薬屋さんに薬草を卸して、そこでお茶を出してもらった。
なんだか香りの良い紅茶みたいなもの。
フェルナンさんの家では、水しか飲んでなかったから、ちょっと気分がほっこりした。



あたりは少しずつ日暮れに近付いていたけれど、商店街はまだ十分賑わっていた。
見たことのないような品物もたくさん並んでいて、私はそれらを興味津々で眺めていた。
これが観光かなにかで、お金もそれなりに持ってたら、きっと楽しいショッピングが出来ただろうに。



「あ、あそこに靴が売ってるみたいだ。
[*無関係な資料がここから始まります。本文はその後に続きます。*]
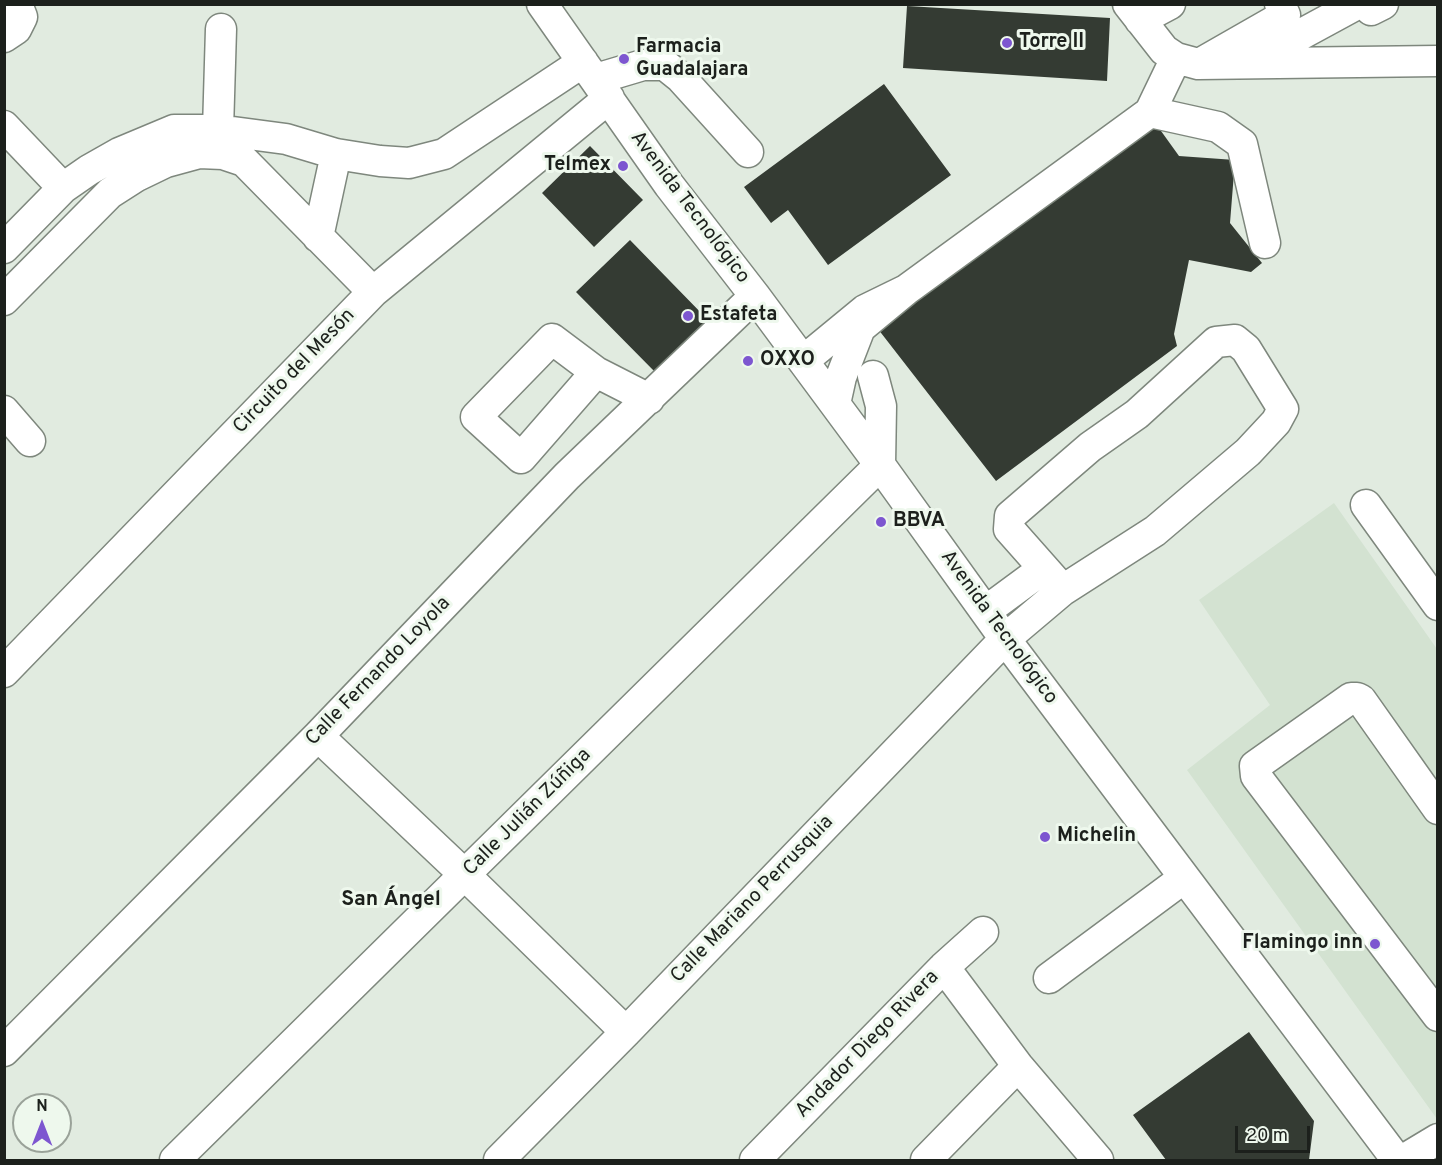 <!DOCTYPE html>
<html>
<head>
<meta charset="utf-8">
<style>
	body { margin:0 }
	#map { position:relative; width:1442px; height:1165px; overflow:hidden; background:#e1ebe0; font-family:Overpass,sans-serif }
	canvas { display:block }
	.frame { position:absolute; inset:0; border:6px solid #1c201c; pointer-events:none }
	.north { position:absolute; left:12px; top:1093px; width:60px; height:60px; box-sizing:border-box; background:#eef8ed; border:2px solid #9aa299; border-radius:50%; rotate:0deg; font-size:16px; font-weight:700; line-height:24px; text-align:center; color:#1c201c }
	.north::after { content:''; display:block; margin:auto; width:21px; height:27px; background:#7d56d0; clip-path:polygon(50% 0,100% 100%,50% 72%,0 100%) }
	.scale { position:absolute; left:1235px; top:1126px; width:75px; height:27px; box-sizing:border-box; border:3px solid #1c201c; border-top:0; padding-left:8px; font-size:18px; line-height:21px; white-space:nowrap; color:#1c201c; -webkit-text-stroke:4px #eef8ed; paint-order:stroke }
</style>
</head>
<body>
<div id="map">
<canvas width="1442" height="1165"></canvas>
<div class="frame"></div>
<div class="north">N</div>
<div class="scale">20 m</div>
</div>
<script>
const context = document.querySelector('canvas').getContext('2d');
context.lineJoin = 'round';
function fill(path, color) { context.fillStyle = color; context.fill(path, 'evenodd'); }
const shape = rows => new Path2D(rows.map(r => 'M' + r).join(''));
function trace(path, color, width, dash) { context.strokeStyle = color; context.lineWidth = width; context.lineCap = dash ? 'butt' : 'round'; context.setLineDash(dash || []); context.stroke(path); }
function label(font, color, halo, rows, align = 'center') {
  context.font = font + ' Overpass,sans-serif'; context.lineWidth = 6; context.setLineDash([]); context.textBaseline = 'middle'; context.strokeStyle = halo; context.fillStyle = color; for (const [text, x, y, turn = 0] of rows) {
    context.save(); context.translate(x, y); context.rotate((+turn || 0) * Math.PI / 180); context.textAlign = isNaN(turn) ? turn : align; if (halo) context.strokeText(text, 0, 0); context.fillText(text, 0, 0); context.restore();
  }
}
fill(shape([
	[1334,503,1437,649,1437,1119,1187,770,1270,705,1199,600]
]), '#d3e2d1');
fill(shape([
	[907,6,1110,18,1107,81,903,68],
	[884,84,951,175,828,265,788,210,771,223,744,187],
	[1156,124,1179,156,1235,160,1230,223,1262,263,1251,272,1189,260,1174,334,1177,346,996,481,871,320],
	[590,146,643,200,594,247,542,193],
	[630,240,708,320,655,372,576,292],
	[1249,1032,1314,1121,1309,1160,1166,1160,1133,1115]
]), '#343b33');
const minor = shape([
	[542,4,669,185,755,296,880,465,1005,639,1397,1160],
	[1128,4,1164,50,1176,58,1198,64,1438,61],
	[1371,10,1383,4],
	[1140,20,1170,4],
	[4,37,16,29,22,17,17,4],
	[1252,61,1357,4],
	[1201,63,1285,15,1280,4],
	[596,79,643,65,665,65,680,77,748,152],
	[1150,112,1218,127,1242,144,1265,243],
	[4,126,63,188],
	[218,130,221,29],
	[318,237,336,154],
	[4,248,63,188,89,170,119,153,174,130,218,130,286,139,336,154,380,161,409,163,444,154,583,62],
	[906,290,1150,112,1176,58],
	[4,300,110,193,135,177,166,162,199,153,223,154,244,161,373,292],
	[803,361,865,310,906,290,860,328,841,377,835,404],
	[596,372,521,458,476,417,552,339,596,372,649,399],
	[4,411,30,441],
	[1366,505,1438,605],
	[986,611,1043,569],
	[4,672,373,292,609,98],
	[318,736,466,876,626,1032],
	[1438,809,1361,700,1357,698,1351,698,1255,766,1256,776,1438,1016],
	[944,967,1018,1066,1098,1160],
	[1049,978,1184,878],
	[4,1051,318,736,567,476,755,296],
	[175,1160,880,465,881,406,873,376],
	[499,1160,626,1032,1005,639,1063,590,1155,531,1248,452,1276,422,1283,409,1246,349,1235,340,1216,342,1137,414,1090,447,1010,516,1009,529,1063,590],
	[755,1160,944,967,983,932],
	[926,1160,1018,1066],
	[1403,1160,1438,1139]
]);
trace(minor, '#7e877d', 33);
trace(minor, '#fff', 30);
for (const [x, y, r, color] of [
	[1007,43,6,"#7d56d0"],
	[624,59,6,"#7d56d0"],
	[623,166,6,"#7d56d0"],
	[688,316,6,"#7d56d0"],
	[748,361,6,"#7d56d0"],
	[881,522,6,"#7d56d0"],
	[1045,837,6,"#7d56d0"],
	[1375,944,6,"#7d56d0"]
]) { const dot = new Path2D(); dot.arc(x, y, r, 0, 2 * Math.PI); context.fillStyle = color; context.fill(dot); trace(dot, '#eef8ed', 2); }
label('bold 20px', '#1c201c', '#eef8ed', [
	["Torre II",1019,43],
	["Farmacia",636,48],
	["Guadalajara",636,71],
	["Telmex",611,166,"right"],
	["Estafeta",700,316],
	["OXXO",760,361],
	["BBVA",893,522],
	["Michelin",1057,837],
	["Flamingo inn",1363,944,"right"]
], 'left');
label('20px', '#1c201c', '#eef8ed', [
	["Avenida Tecnológico",689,208,53],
	["Circuito del Mesón",295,372,-46],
	["Avenida Tecnológico",998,628,54],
	["Calle Fernando Loyola",379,672,-46],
	["Calle Julián Zúñiga",528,813,-45],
	["Calle Mariano Perrusquia",753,900,-46],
	["Andador Diego Rivera",868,1045,-46]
]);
label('bold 21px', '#1c201c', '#eef8ed', [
	["San Ángel",391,901]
]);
</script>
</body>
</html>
」



フェルナンさんの指さす先に、靴屋さんがあった。
並んでいるのは、今、履いているのと似た感じの靴だ。
色も地味なものしかないし、どれも飾りの一つもついてない愛想のないデザインだ。
私のいた世界では、カラフルな色や可愛いデザインのものがいっぱいあったのに。
って、そんなことを思っても仕方がない。
ここにはこれしかないんだから。
靴を手に取って見ていたら、フェルナンさんが私の腕を不意に掴んだ。
しかも、けっこう強い力で。



「あっちにもあるから、向こうのを見てみよう。」

「え?あ、はい。」

まだ見てる途中だったけど、私は素直にその言葉に従った。